Following the English Crown's loss of those parts of the Duchy of Normandy that were on the European mainland in 1204, King John decreed that Jersey should continue to be subject to Norman customary law. The Royal Court initially exercised legislative as well as judicial functions for the island from a medieval courthouse in the centre of the south side of the Royal Square. Although the power to make laws moved to the States Assembly in the 15th century, the courtroom was shared by the judges and the legislators. The States Assembly met at Trinity Parish Church during the English Civil War and at Elizabeth Castle during food riots in 1769. Although the courthouse was rebuilt in the second half of the 18th century, it was not until the 1790s that the States Assembly were allowed their own room in the building.

In the early 1870s, the president of the public archives committee, Charles Gruchy, led an initiative to extend the building to the east to create space for a purpose-built chamber for the States Assembly as well as rooms for the bailiff's chambers and judicial greffe (clerk). The extension was designed by the firm of Ancell & Orange in the neoclassical style, built in ashlar stone and was officially opened as part of celebrations for the Golden Jubilee of Queen Victoria by the lieutenant-bailiff, John Picot, on 21 June 1887.

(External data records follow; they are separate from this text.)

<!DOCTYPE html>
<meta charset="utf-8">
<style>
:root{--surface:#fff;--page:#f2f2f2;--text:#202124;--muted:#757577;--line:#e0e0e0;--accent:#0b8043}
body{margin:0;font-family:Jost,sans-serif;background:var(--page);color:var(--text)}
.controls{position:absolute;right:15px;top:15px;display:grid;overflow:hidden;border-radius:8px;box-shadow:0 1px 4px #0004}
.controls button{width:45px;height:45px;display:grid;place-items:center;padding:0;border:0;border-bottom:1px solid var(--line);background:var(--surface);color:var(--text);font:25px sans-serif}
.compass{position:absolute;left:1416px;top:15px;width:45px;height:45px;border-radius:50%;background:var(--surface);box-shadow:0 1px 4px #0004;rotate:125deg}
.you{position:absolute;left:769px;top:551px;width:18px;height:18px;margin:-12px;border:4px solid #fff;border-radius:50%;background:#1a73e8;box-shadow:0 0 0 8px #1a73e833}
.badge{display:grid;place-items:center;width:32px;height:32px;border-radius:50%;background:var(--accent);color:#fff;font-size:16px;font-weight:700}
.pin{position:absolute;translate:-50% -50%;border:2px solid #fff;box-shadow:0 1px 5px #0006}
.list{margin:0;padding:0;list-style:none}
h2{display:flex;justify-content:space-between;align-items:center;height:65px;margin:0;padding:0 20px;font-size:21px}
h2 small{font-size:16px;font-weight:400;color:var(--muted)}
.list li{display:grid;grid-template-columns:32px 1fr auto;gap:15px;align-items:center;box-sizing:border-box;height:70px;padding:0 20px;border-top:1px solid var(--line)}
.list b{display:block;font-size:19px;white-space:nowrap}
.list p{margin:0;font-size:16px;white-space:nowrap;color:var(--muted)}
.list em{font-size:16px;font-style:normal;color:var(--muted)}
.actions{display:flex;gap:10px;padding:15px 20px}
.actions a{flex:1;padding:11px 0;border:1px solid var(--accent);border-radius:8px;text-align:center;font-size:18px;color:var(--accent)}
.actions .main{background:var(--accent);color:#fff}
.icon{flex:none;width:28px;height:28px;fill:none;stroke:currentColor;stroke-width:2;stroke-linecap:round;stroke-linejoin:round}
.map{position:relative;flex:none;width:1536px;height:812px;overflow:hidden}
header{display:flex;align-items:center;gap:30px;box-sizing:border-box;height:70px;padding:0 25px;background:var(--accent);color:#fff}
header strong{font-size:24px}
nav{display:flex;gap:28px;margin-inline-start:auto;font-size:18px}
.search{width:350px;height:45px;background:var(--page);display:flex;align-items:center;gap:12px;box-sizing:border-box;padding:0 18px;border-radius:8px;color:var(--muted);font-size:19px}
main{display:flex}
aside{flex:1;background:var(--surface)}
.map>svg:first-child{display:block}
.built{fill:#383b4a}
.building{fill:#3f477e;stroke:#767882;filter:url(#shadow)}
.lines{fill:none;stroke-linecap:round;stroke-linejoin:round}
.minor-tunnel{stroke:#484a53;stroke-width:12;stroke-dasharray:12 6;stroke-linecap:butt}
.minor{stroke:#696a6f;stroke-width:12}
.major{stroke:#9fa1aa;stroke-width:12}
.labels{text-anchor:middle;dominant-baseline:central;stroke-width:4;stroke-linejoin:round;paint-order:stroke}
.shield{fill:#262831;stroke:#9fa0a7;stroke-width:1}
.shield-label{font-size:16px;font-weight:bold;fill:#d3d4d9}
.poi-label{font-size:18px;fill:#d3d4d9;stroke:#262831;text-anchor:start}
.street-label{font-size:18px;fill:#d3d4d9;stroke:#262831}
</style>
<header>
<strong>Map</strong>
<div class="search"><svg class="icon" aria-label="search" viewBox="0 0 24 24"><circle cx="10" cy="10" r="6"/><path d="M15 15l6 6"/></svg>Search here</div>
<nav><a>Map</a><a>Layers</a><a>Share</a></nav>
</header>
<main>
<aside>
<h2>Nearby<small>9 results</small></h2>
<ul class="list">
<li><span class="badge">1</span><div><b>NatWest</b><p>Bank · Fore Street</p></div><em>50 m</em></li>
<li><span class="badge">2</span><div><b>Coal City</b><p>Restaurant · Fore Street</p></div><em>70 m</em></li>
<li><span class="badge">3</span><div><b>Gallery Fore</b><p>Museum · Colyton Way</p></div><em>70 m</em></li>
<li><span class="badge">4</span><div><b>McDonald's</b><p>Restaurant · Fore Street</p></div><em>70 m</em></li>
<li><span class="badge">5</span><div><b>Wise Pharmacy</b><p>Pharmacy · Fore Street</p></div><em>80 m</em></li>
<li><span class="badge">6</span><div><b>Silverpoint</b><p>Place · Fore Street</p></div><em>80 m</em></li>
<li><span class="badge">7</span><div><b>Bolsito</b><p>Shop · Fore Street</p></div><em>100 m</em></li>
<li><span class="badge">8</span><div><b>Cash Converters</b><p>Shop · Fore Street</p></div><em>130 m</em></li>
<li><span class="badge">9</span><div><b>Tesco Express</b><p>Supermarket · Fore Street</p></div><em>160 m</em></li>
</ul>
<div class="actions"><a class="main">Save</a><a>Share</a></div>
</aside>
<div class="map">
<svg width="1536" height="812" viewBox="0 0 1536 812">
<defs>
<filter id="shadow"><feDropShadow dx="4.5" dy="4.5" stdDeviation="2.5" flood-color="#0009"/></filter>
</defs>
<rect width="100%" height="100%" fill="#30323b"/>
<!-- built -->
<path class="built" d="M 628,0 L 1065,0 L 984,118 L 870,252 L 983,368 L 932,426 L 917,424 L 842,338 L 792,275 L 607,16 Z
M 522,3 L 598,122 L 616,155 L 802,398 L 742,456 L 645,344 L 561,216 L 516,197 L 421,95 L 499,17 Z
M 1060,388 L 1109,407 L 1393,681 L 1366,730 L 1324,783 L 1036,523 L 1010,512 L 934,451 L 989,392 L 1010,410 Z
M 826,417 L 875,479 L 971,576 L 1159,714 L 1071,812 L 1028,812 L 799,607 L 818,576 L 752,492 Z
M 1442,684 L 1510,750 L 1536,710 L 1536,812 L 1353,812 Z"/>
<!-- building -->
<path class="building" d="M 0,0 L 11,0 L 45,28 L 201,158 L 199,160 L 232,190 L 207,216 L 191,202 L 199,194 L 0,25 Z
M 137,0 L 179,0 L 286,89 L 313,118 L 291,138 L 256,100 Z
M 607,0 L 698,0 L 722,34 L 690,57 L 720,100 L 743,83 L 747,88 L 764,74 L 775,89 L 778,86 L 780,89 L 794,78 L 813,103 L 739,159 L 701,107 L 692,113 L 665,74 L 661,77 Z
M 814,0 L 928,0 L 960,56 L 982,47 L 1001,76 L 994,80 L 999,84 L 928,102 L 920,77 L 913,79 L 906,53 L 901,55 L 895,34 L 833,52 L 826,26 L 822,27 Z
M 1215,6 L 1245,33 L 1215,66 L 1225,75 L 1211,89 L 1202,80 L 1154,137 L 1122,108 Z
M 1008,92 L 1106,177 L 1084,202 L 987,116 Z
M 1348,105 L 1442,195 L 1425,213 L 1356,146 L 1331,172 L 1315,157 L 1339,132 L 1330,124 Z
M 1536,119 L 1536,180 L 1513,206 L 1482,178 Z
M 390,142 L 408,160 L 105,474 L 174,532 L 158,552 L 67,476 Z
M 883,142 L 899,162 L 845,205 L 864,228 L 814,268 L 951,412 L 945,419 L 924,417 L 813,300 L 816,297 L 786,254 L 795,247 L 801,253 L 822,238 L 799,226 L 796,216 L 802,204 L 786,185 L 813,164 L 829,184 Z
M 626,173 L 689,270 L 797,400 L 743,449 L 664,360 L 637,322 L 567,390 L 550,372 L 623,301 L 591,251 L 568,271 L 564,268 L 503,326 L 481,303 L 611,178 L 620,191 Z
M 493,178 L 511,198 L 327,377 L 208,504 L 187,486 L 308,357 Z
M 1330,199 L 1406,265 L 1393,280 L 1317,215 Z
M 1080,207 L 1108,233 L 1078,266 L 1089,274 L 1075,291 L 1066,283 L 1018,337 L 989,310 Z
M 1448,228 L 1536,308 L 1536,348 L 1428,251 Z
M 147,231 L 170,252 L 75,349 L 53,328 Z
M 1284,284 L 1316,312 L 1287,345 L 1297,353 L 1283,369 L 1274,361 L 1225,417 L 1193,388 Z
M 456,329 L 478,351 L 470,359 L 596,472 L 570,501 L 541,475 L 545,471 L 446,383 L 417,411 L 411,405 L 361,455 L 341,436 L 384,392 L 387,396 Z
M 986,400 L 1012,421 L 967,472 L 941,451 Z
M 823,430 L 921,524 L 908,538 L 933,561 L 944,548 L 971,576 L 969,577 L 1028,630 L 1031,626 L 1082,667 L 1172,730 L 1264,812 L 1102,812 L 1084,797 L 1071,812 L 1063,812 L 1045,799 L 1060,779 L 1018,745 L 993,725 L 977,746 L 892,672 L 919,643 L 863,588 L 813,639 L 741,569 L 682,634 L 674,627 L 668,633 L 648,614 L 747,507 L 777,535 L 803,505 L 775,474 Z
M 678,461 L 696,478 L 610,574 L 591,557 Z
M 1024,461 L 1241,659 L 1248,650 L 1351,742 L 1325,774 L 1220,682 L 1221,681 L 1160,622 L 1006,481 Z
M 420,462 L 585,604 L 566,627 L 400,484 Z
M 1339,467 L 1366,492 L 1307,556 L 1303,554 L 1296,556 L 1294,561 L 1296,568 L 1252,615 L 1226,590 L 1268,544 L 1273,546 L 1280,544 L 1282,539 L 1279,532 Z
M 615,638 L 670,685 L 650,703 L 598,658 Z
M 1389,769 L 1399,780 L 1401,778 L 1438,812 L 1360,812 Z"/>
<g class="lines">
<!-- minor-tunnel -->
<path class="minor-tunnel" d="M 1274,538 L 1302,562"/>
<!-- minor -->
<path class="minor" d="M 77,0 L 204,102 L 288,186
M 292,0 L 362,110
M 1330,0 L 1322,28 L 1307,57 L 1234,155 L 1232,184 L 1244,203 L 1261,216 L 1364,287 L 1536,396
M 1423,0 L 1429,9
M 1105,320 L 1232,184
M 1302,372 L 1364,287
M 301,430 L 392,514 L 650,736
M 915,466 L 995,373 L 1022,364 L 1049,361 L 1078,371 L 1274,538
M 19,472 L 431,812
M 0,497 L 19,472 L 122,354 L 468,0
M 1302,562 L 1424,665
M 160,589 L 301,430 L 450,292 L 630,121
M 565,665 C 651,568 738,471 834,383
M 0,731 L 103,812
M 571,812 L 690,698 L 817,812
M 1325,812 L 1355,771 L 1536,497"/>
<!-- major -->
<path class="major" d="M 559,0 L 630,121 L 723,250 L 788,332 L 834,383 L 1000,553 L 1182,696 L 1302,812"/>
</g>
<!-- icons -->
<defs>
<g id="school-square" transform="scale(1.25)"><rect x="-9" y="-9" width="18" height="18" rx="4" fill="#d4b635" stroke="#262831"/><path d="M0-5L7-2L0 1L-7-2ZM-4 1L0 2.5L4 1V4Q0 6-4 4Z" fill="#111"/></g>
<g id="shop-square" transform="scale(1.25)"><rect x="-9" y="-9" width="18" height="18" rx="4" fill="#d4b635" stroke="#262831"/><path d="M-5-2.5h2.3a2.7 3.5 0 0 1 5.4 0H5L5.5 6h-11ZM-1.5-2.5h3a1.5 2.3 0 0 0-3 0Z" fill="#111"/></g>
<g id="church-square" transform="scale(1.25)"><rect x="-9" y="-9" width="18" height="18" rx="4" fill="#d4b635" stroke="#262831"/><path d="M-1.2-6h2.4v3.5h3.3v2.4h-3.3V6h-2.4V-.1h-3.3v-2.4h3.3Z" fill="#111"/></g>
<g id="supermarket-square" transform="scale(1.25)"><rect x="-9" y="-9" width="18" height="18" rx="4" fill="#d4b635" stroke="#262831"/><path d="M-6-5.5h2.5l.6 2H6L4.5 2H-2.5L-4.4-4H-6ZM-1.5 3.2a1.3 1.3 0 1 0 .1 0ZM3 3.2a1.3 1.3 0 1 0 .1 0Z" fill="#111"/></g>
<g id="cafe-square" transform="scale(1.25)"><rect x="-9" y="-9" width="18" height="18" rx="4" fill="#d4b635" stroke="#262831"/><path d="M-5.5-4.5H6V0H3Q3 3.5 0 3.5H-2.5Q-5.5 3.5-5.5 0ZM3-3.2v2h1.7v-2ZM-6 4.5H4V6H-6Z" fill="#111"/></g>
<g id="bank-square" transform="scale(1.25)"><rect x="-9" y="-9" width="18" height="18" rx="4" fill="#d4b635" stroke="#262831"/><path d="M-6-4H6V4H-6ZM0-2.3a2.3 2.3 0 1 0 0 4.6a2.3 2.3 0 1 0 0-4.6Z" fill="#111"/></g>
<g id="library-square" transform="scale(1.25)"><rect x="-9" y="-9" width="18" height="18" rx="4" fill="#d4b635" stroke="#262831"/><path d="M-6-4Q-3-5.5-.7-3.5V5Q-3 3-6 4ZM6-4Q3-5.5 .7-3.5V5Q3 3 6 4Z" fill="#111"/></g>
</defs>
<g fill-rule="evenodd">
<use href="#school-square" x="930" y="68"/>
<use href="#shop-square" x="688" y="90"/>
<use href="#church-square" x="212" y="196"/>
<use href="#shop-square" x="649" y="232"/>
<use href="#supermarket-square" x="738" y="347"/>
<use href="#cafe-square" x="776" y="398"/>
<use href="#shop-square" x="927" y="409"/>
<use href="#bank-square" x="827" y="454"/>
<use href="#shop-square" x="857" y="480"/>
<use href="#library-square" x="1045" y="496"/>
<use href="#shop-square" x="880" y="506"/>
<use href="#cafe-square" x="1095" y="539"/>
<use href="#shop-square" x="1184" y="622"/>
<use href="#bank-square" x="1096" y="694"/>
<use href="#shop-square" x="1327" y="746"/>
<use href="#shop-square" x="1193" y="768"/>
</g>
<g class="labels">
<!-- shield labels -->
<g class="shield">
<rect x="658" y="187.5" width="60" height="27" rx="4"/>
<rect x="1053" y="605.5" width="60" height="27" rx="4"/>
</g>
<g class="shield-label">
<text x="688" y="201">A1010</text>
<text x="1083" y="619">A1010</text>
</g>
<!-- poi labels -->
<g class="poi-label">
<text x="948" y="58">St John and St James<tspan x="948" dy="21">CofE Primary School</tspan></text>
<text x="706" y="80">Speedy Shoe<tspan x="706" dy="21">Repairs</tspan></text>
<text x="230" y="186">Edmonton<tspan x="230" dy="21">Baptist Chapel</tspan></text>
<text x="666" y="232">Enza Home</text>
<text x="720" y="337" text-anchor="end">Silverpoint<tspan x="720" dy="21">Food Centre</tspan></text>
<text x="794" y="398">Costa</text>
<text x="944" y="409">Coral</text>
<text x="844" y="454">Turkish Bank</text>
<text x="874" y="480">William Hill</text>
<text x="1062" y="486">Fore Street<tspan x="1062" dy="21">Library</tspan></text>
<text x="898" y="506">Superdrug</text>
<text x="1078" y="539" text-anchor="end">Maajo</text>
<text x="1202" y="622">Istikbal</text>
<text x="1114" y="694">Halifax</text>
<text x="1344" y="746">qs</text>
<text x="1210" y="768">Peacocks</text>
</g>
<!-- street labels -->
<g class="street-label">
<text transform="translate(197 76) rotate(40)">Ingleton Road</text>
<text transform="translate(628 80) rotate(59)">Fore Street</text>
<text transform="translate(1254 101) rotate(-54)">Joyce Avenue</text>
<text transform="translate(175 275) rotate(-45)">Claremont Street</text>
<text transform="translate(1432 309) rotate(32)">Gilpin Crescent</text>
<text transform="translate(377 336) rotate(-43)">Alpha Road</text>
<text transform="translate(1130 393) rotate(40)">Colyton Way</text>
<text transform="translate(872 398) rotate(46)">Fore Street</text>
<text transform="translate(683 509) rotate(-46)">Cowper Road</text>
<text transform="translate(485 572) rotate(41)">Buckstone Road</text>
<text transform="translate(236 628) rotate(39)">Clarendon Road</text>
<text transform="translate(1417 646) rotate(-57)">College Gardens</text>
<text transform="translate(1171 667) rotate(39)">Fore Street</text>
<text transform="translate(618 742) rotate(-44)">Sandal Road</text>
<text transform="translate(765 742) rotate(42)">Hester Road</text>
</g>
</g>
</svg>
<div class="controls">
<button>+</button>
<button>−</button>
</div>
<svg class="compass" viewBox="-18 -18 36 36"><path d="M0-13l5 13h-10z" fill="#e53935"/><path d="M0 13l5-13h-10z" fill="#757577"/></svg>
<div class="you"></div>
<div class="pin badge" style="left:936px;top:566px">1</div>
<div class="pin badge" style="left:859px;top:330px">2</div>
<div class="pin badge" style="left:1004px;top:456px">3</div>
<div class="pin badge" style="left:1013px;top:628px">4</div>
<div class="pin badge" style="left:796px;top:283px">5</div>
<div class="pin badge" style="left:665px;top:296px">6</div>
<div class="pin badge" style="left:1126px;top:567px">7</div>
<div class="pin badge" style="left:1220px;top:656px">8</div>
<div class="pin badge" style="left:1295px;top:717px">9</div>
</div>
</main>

The design involved a symmetrical main frontage of five bays facing onto Halkett Place. The ground floor incorporated a three-bay recessed section which featured an iron gate in the central bay, leading to the public entrance, and balustrades in the adjacent bays. The bays were flanked by Doric order columns and pilasters supporting an entablature with triglyphs. The main frontage was fenestrated by round headed windows in the outer bays on the ground floor and in all bays on the first floor. The first-floor windows were flanked by Corinthian order pilasters supporting a modillioned pediment. Internally, the principal new room was the states chamber in the eastern part of the complex. The complex was extended to the west to create more office space in 1931.

Queen Elizabeth II, accompanied by Prince Philip, Duke of Edinburgh, visited the building and addressed the assembly in July 1957.

A major refurbishment, involving the relocation of the bailiff's offices within the complex and improvements to facilities for states members, was completed in around 2005.